Problem details
The records that follow should be returned exactly, pictures excluded.

Supplied material

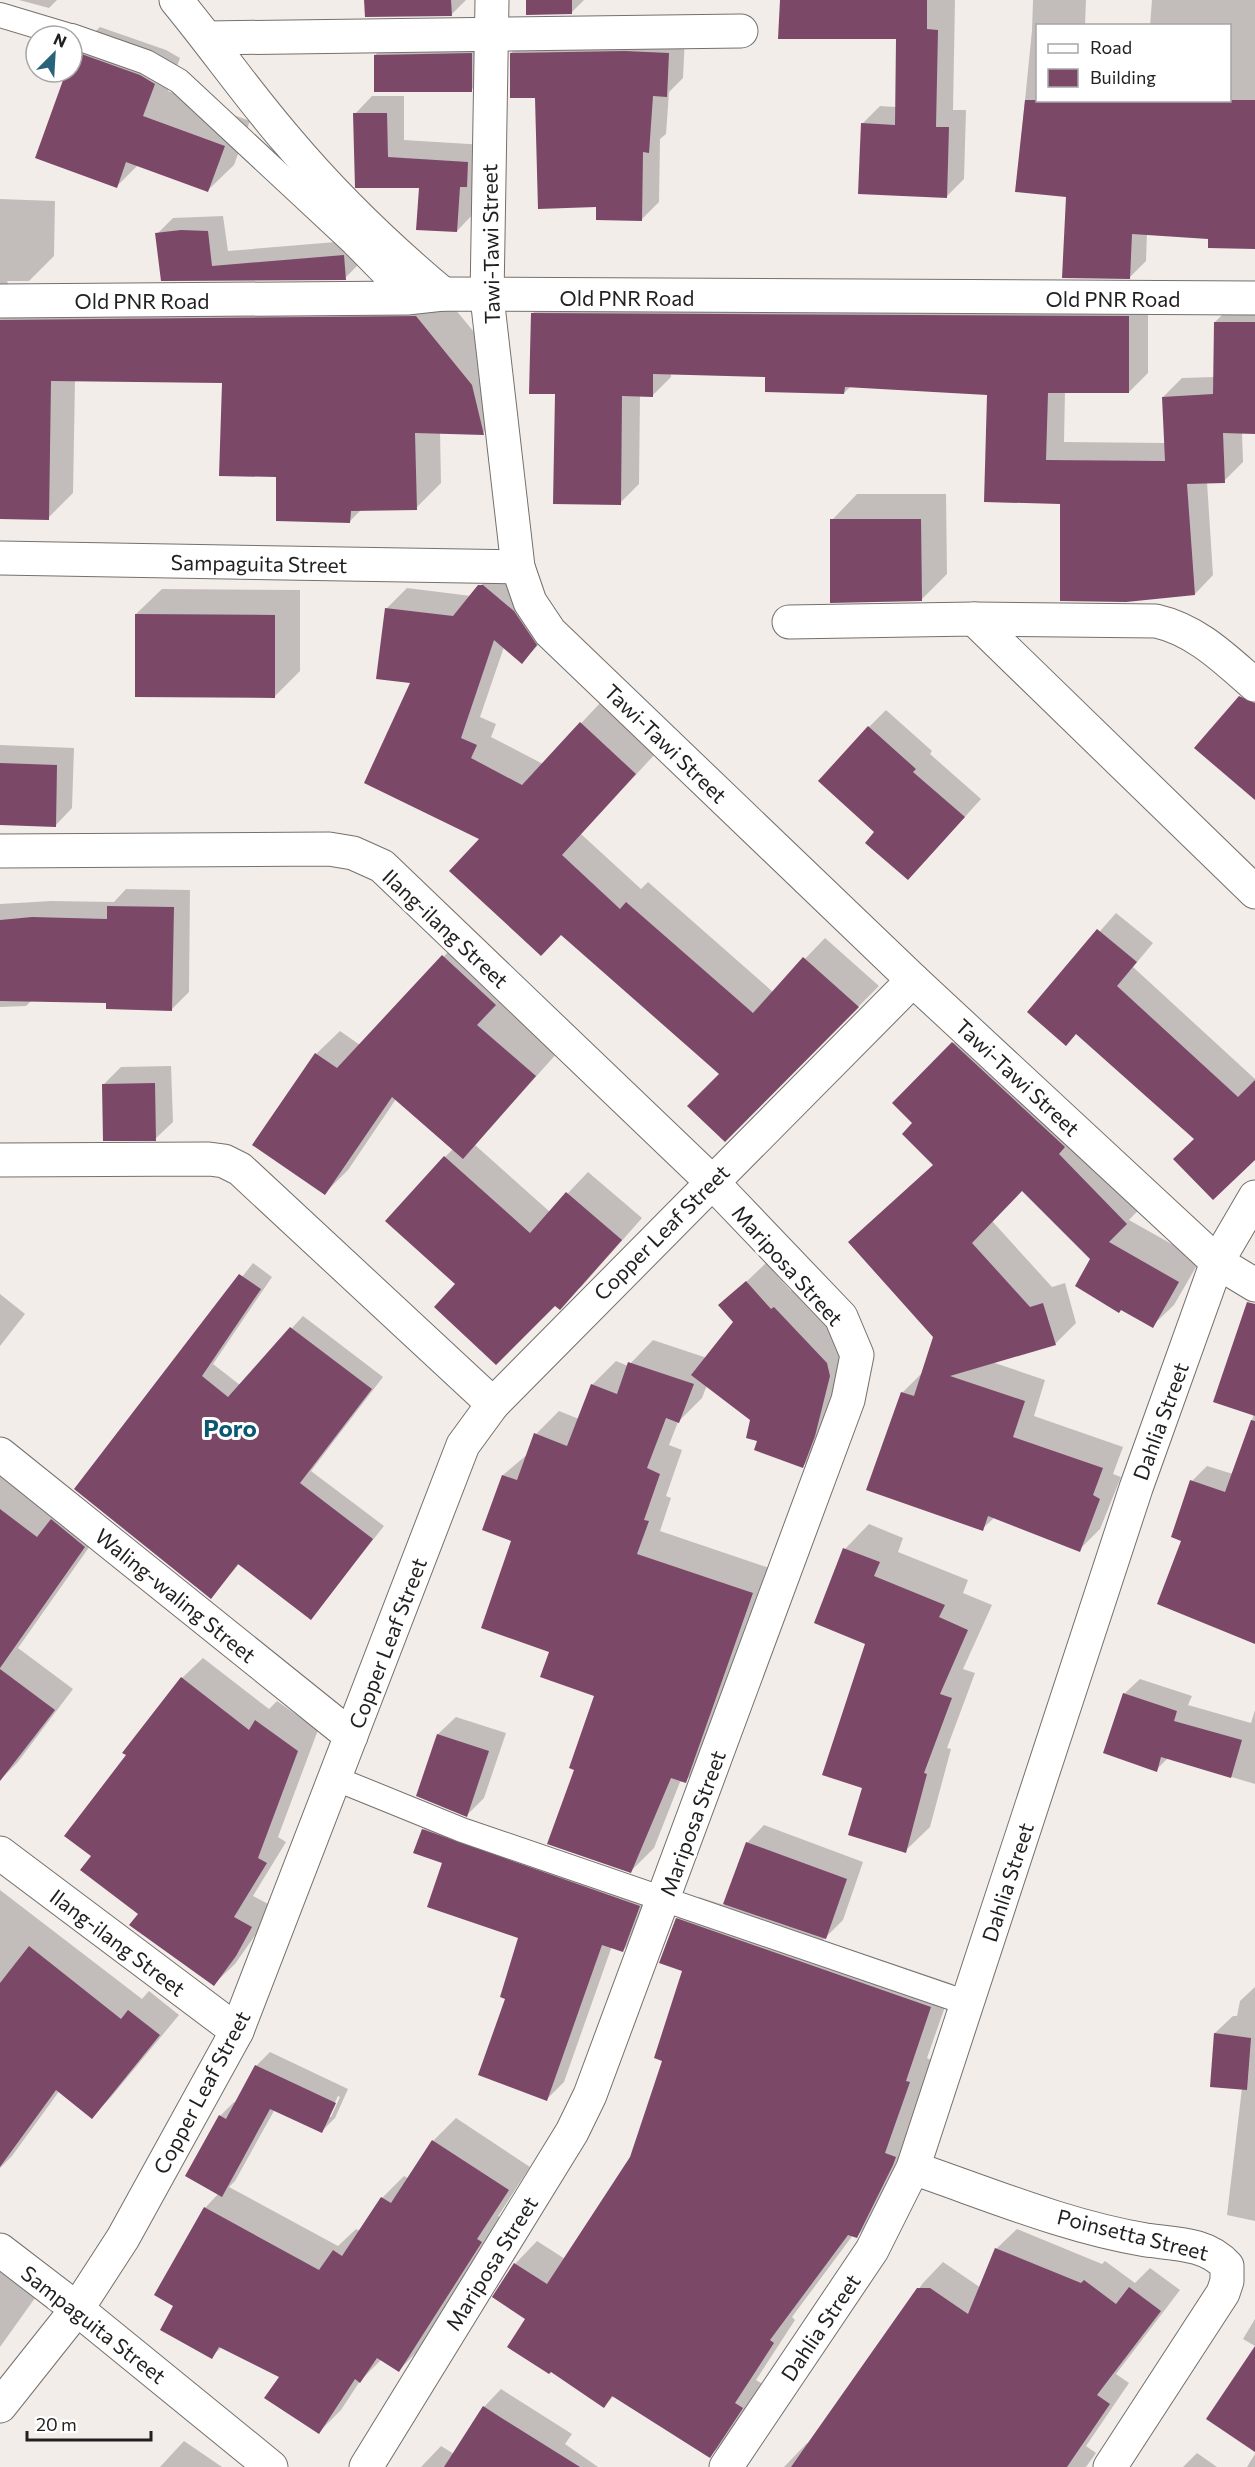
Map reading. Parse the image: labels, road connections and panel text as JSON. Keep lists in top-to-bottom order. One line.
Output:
{"streets":{"street":["Tawi-Tawi Street","Old PNR Road","Sampaguita Street","Ilang-ilang Street","Copper Leaf Street","Mariposa Street","Dahlia Street","Waling-waling Street","Poinsetta Street"]},"crossings":[["Tawi-Tawi Street","Old PNR Road"],["Tawi-Tawi Street","Sampaguita Street"],["Tawi-Tawi Street","Copper Leaf Street"],["Tawi-Tawi Street","Dahlia Street"],["Sampaguita Street","Copper Leaf Street"],["Ilang-ilang Street","Copper Leaf Street"],["Ilang-ilang Street","Mariposa Street"],["Copper Leaf Street","Mariposa Street"],["Copper Leaf Street","Waling-waling Street"],["Dahlia Street","Poinsetta Street"]],"districts":["Poro"],"legend":["Road","Building"],"scale_bar":"20 m","north":"top right"}
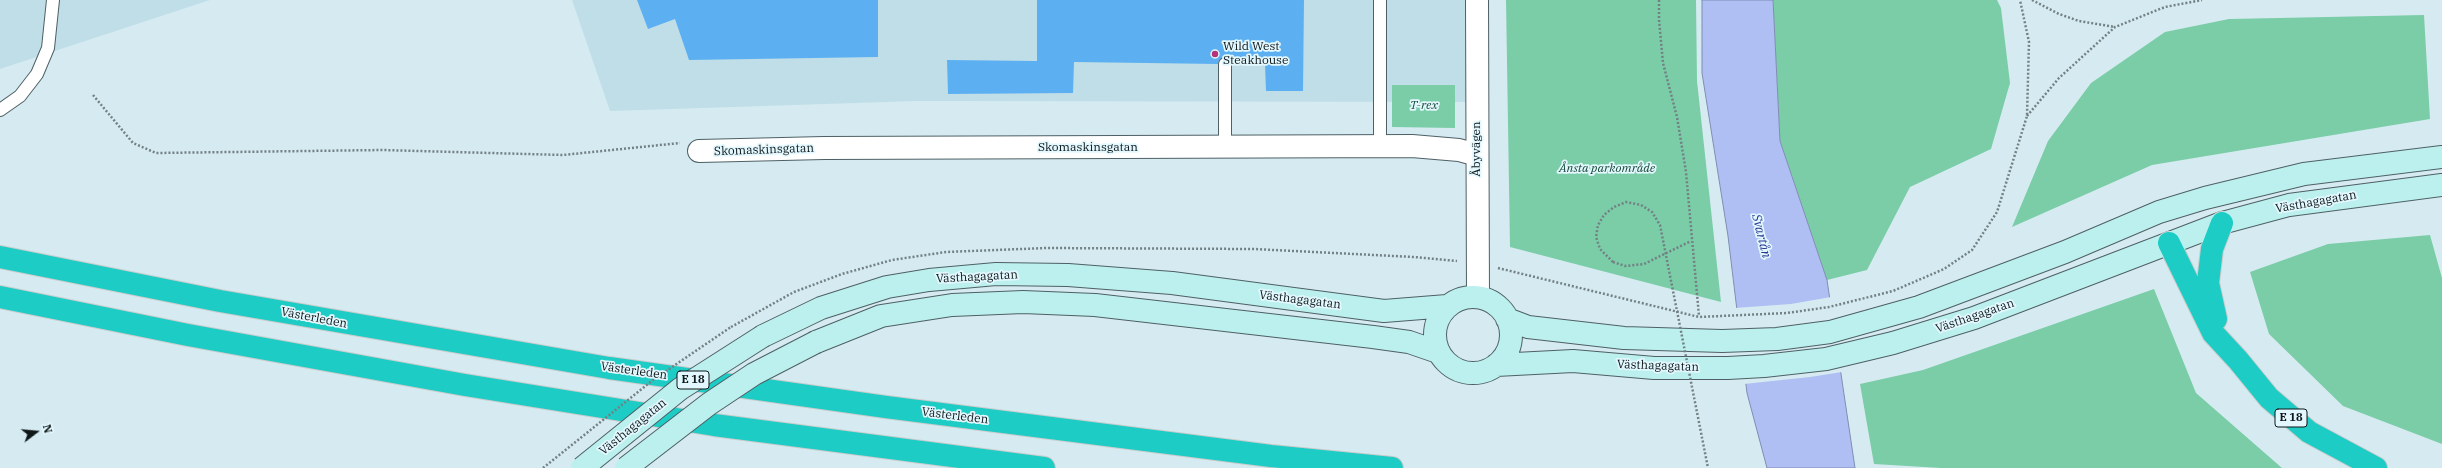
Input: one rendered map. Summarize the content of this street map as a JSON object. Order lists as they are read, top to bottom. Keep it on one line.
{"streets":{"highway":["Västerleden","E 18"],"main road":["Västhagagatan"],"street":["Skomaskinsgatan","Åbyvägen"]},"crossings":[["Skomaskinsgatan","Åbyvägen"],["Åbyvägen","Västhagagatan"],["Västhagagatan","E 18"]],"water":["Svartån"],"parks":["T-rex","Ånsta parkområde"],"places":["Wild West Steakhouse"],"north":"right"}
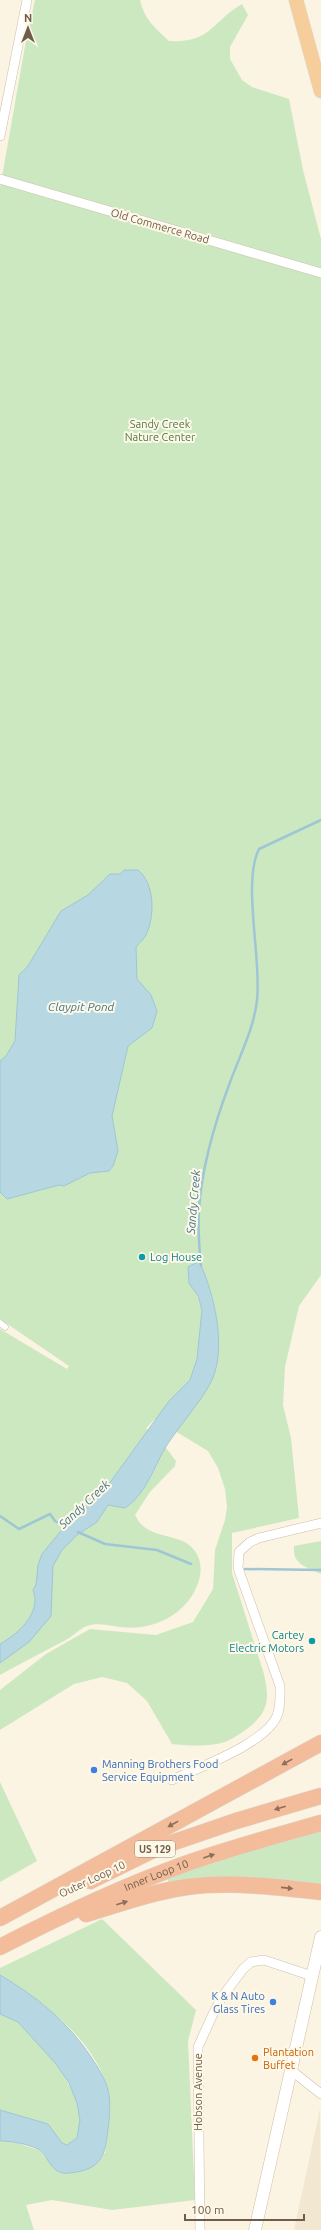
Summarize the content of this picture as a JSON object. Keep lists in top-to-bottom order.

Reply
Map reading. Parse the image: labels, road connections and panel text as JSON. Keep lists in top-to-bottom order. One line.
Output:
{"streets":{"street":["Tawi-Tawi Street","Old PNR Road","Sampaguita Street","Ilang-ilang Street","Copper Leaf Street","Mariposa Street","Dahlia Street","Waling-waling Street","Poinsetta Street"]},"crossings":[["Tawi-Tawi Street","Old PNR Road"],["Tawi-Tawi Street","Sampaguita Street"],["Tawi-Tawi Street","Copper Leaf Street"],["Tawi-Tawi Street","Dahlia Street"],["Sampaguita Street","Copper Leaf Street"],["Ilang-ilang Street","Copper Leaf Street"],["Ilang-ilang Street","Mariposa Street"],["Copper Leaf Street","Mariposa Street"],["Copper Leaf Street","Waling-waling Street"],["Dahlia Street","Poinsetta Street"]],"districts":["Poro"],"legend":["Road","Building"],"scale_bar":"20 m","north":"top right"}
Input: one rendered map. Summarize the content of this street map as a JSON object. Order lists as they are read, top to bottom. Keep it on one line.
{"streets":{"highway":["Västerleden","E 18"],"main road":["Västhagagatan"],"street":["Skomaskinsgatan","Åbyvägen"]},"crossings":[["Skomaskinsgatan","Åbyvägen"],["Åbyvägen","Västhagagatan"],["Västhagagatan","E 18"]],"water":["Svartån"],"parks":["T-rex","Ånsta parkområde"],"places":["Wild West Steakhouse"],"north":"right"}
Summarize the content of this picture as a JSON object. Keep lists in top-to-bottom order.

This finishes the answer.